Old news, but the attack on the poor and the needy continues.  In Pennsylvania, the Republican governor is looking to reduce assistance to the needy, "including cutting support for the mentally ill." The mentally ill aren't the only ones, of course.  Anyone at the bottom is under attack to take care of themselves.  Or not. 

In Kansas, Brownback just signed a tax law that removes income tax for businesses, professional income, or anything that can be sheltered in a trust or partnership.  The elderly, the working class, and anyone who doesn't make enough money to shelter their money will still pay income taxes.  For reduced services that they need more, of course. 

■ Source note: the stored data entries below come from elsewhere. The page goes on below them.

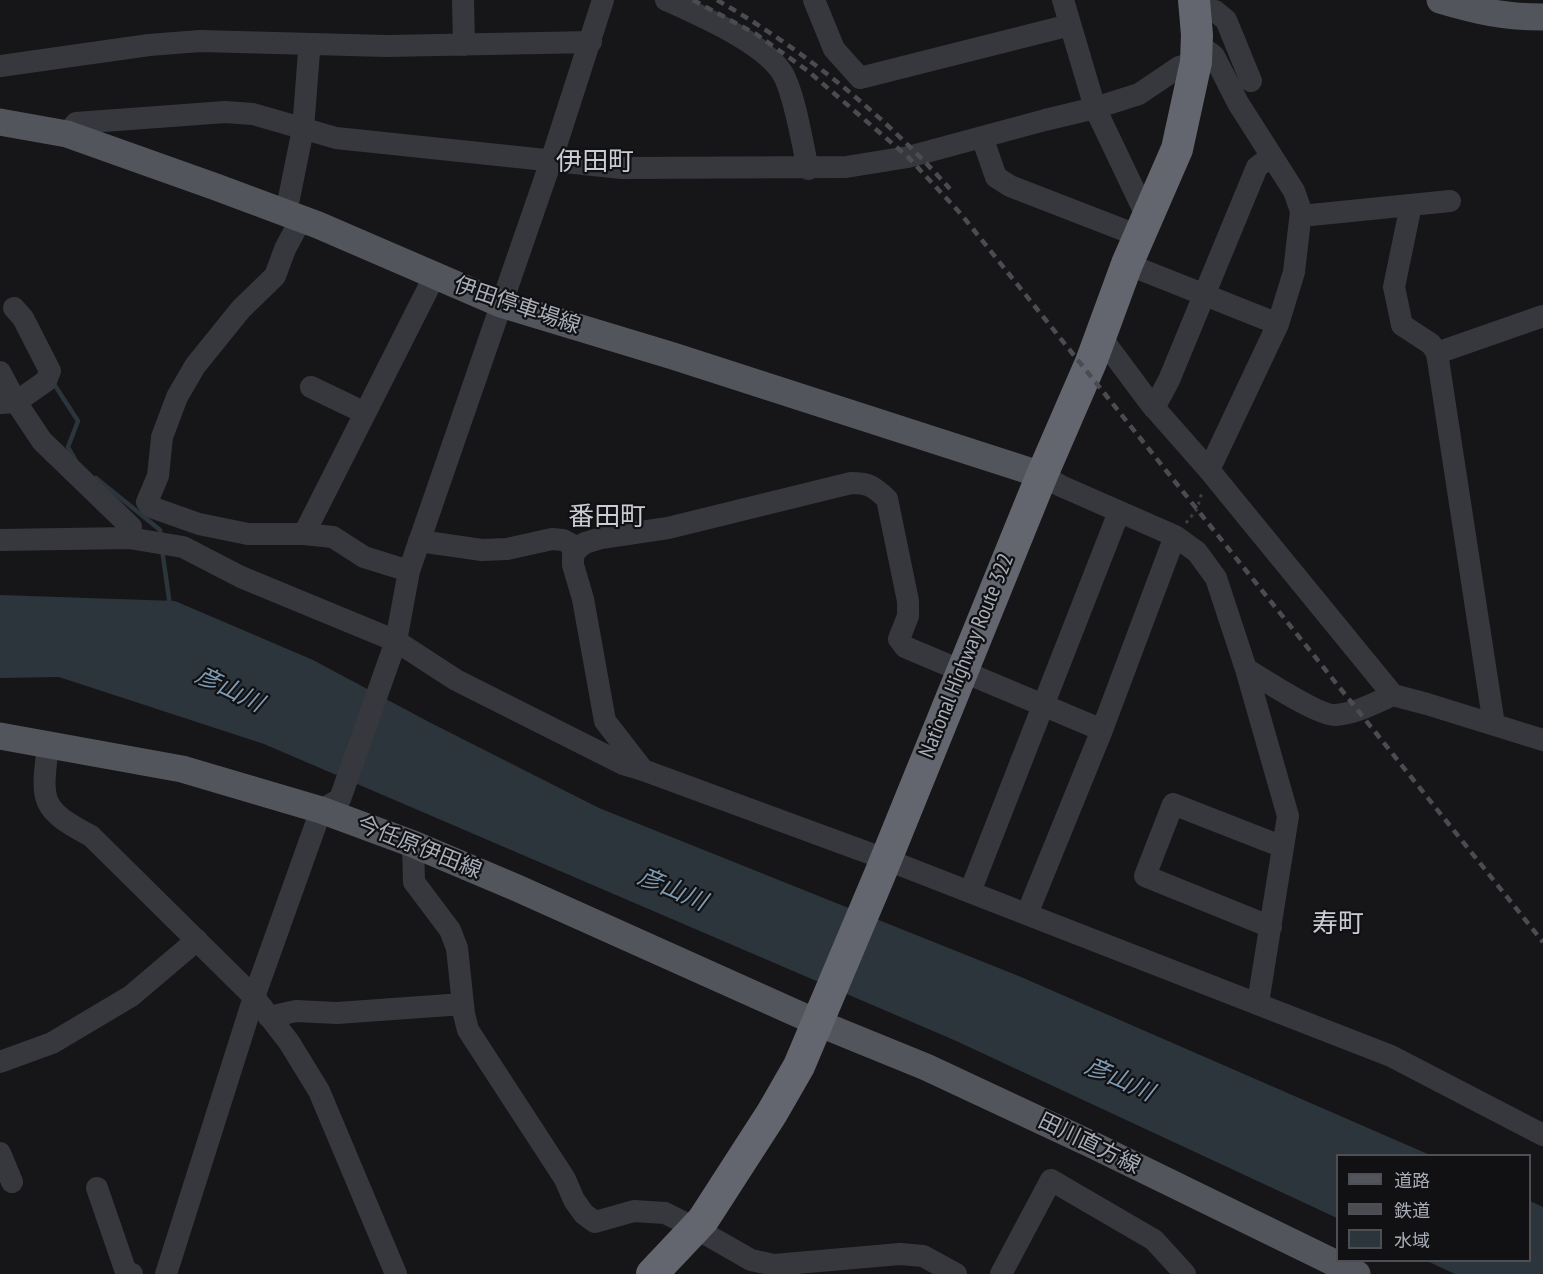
<!DOCTYPE html>
<html>
<head>
<meta charset="utf-8">
<style>
  body { margin:0 }
  #map { position:relative; width:1543px; height:1274px; overflow:hidden; background:#161618; font-family:"PT Sans Narrow","Noto Sans JP",sans-serif }
  canvas { display:block }
  .legend { position:absolute; left:1336px; top:1154px; width:195px; height:108px; box-sizing:border-box; background:#111113; border:2px solid #4d4f55; margin:0; padding:8px 10px; list-style:none; font-size:18px; color:#a8adb8 }
  .legend li { display:flex; align-items:center; gap:12px; height:30px }
  .legend b { width:30px; border:2px solid #4d4f55 }
</style>
</head>
<body>
<div id="map">
<canvas width="1543" height="1274"></canvas>
<ul class="legend">
<li><b style="height:8px;background:#53555c"></b>道路</li>
<li><b style="height:8px;background:#4a4c52"></b>鉄道</li>
<li><b style="height:16px;background:#2c353c"></b>水域</li>
</ul>
</div>
<script>
const ctx = document.querySelector('canvas').getContext('2d');
ctx.lineJoin = 'round';
function fill(path, color) {
  ctx.fillStyle = color;
  ctx.fill(path, 'evenodd');
}
function strokePath(path, color, width, dash) {
  ctx.strokeStyle = color;
  ctx.lineWidth = width;
  ctx.lineCap = dash ? 'butt' : 'round';
  ctx.setLineDash(dash || []);
  ctx.stroke(path);
}
function drawText(font, color, halo, rows, align = 'center') {
  ctx.font = font + ' "PT Sans Narrow","Noto Sans JP",sans-serif';
  ctx.lineWidth = 4.5;
  ctx.setLineDash([]);
  ctx.textBaseline = 'middle';
  ctx.strokeStyle = halo;
  ctx.fillStyle = color;
  for (const [text, x, y, turn = 0] of rows) {
    ctx.save();
    ctx.translate(x, y);
    ctx.rotate((+turn || 0) * Math.PI / 180);
    ctx.textAlign = isNaN(turn) ? turn : align;
    if (halo) ctx.strokeText(text, 0, 0);
    ctx.fillText(text, 0, 0);
    ctx.restore();
  }
}
fill(new Path2D(`
  M0,595L175,601L313,660L429,722L599,808L1021,977L1430,1155L1338,1156L1337,1218L954,1040L264,744L59,677L0,678Z
  M1530,1201L1543,1207V1274H1455L1427,1261L1530,1260Z`), '#2c353c');
strokePath(new Path2D(`
  M52,381L78,421L68,447L76,461
  M96,478L160,530L161,538
  M162,549L170,606`), '#2c353c', 4.5);
strokePath(new Path2D(`
  M1186,523L1197,509L1202,492`), '#3d3f44', 3, [3, 4.5]);
strokePath(new Path2D(`
  M463,0L464,45
  M666,0C699,15 770,45 785,78C796,102 802,142 808,169
  M814,0L834,49L860,78L1070,25
  M1063,0L1095,108L1147,217
  M1194,5L1215,11L1226,20L1251,81
  M1197,50L1209,52L1214,56L1238,103L1294,191L1301,211L1294,272L1278,324L1209,470
  M0,66L149,45L200,41L387,46L591,42
  M67,134L76,123L225,112L253,114L336,138L622,168L846,167L908,157L1045,120L1095,108L1139,94L1179,67L1196,62
  M982,137L996,177L1010,186L1139,236
  M1411,205L1394,287L1402,325L1431,344L1437,353L1543,316
  M286,213L303,129L309,52
  M1301,216L1450,201
  M301,219L285,249L275,276L241,309L195,366L177,397L162,437L158,476L147,502L151,507L199,524L248,534H304L333,537L364,557L409,571
  M1127,264L1278,324
  M1100,336L1150,403L1209,470L1393,695L1427,704L1543,740
  M1437,353L1494,725
  M0,372L16,402L42,441L131,527
  M311,387L365,413
  M1,403L16,402L46,381L50,371L23,318L14,308
  M1154,408L1169,380L1257,167L1272,156
  M1042,475L1061,486L1175,536L1197,552L1216,578L1246,669C1263,679 1320,717 1336,715C1357,713 1375,703 1393,695
  M304,534L434,277
  M0,540L129,538L183,547L241,577L396,641L456,680L623,764L643,770L885,859L1391,1056L1543,1135
  M419,541L482,550L507,549L552,539L563,540L578,548
  M1246,669L1288,816L1258,1003
  M48,746C41,802 40,809 91,836L254,997L289,1042L319,1091L396,1274
  M643,770L605,721L583,599L573,565V555L578,548L585,543L601,538L668,528L851,483C869,483 873,486 887,499L908,601V616L899,639L905,647L1102,730
  M413,844L414,882L450,930L457,948L464,1014L468,1030L565,1179L574,1200L584,1214L595,1222L634,1211L665,1213L695,1228L751,1260L774,1265L900,1254L923,1256L956,1274
  M970,892L1119,512
  M1027,914L1102,730L1175,536
  M1271,927L1145,876L1173,804L1283,847
  M269,1017L296,1011L337,1013L463,1004
  M0,1062L52,1043L131,996L197,940
  M0,1153L12,1182
  M97,1188L126,1272L132,1274
  M166,1274L254,997L321,810L340,799L396,641L409,571L551,161L603,0
  M1001,1274L1051,1180L1154,1240L1185,1274`), '#37383d', 22);
strokePath(new Path2D(`
  M1440,0C1477,11 1504,17 1543,17
  M0,122L67,134L216,187L318,225L501,304L673,356L1042,475
  M0,736L182,769L321,810L413,844L517,888L818,1023L926,1067L1095,1146L1357,1274`), '#53555c', 27);
strokePath(new Path2D(`
  M652,1274L703,1220L772,1113L799,1066L880,874L1042,475L1091,362L1127,264L1177,149L1196,62L1197,35L1194,0`), '#63666e', 32);
strokePath(new Path2D(`
  M693,0L756,34L808,71L908,157L961,214L1543,942
  M717,0C804,50 883,114 950,189`), '#4a4c52', 4.5, [8, 6]);
drawText('22px', '#a8adb8', '#111113', [
  ["伊田停車場線",517,306,19],
  ["National Highway Route 322",967,656,-68],
  ["今任原伊田線",419,848,22],
  ["田川直方線",1089,1144,26]
]);
drawText('italic 24px', '#7f9bb3', '#111113', [
  ["彦山川",229,690,26],
  ["彦山川",672,890,23],
  ["彦山川",1119,1080,24]
]);
drawText('26px', '#c9ccd4', '#111113', [
  ["伊田町",595,163],
  ["番田町",607,518],
  ["寿町",1338,925]
]);
</script>
</body>
</html>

All this, while my Christian conservative friends pray for the ACA to be overturned and for Obama to lose his reelection bid.  Obviously, for many of you here, that doesn't surprise or shock you, because as Leighton just said so eloquently, "lies for Jesus are just simply lies."  I still, stupidly want to believe that my conservative Christian friends--the ones who speak glowingly of their personal relationship with someone who healed the sick and hung out with whores and lepers--would actually want policies that look after the "least of these." 

But for many of them, Obama's race undoubtedly taps something they can't openly address.  For others, deep down, they just don't like poor people, and assume that many of those who are homeless or ill or poor are just lazy and immoral.  I wish I could say I understood that, but there is a cruelty there that is just scary.  But I absolutely don't understand their sycophantic kneeling at the altar of the wealthy and powerful. 

Read this from the late departed Elizabeth Edwards.  In this 2008 essay, she describes meeting a single mother (apparently), seemingly employed, grabbing Edwards at a talk and telling her that she was terrified by the lump in her breast, but could not get it checked because she had no insurance.
In the landscape of the health-care debate, two very different paths lie in front of us. Which one we choose will speak volumes about who we are as a nation and what values we hold dear. Our choice will determine what we say to women like Sheila—whether we say, “We are with you. Your challenge is our challenge too, and we will help you face it,” or simply shrug and say, “Sorry, you’re on your own.” That’s the moral choice we face today and which path we walk down is up to us.
My Christian friends don't want to admit it, but the people who pray to a man who healed women and lepers, are saying to people like Sheila, "you are on your own." 

There is nothing Christian about that response. 

1 comment:

Monk-in-Training said...

There is hope. Many of these Evangelicals in the area sent their children to Christian Schools where they actually read the Bible, and discovered that it isn't just a 'personal' decision to help the poor but a societal or national one as well.

As you know, I work with a lot of Tulsa's poorest, and I am rejoicing that the ACA was upheld, and for the personal reason that my two youngest kids in college will still have insurance!

I believe that the Lord, Himself wants His people taken care of, and has consistently shown that imagery in the Scriptures.

There is a man at the gate, his name is Lazarus, we would be well warned not to ignore him.

Isaiah 3:14-15

14 The Lord enters into judgment with the elders and princes of his people: It is you who have

devoured the vineyard; the spoil of the poor is in your houses. 15 What do you mean by

crushing my people, by grinding the face of the poor? says the Lord God of hosts.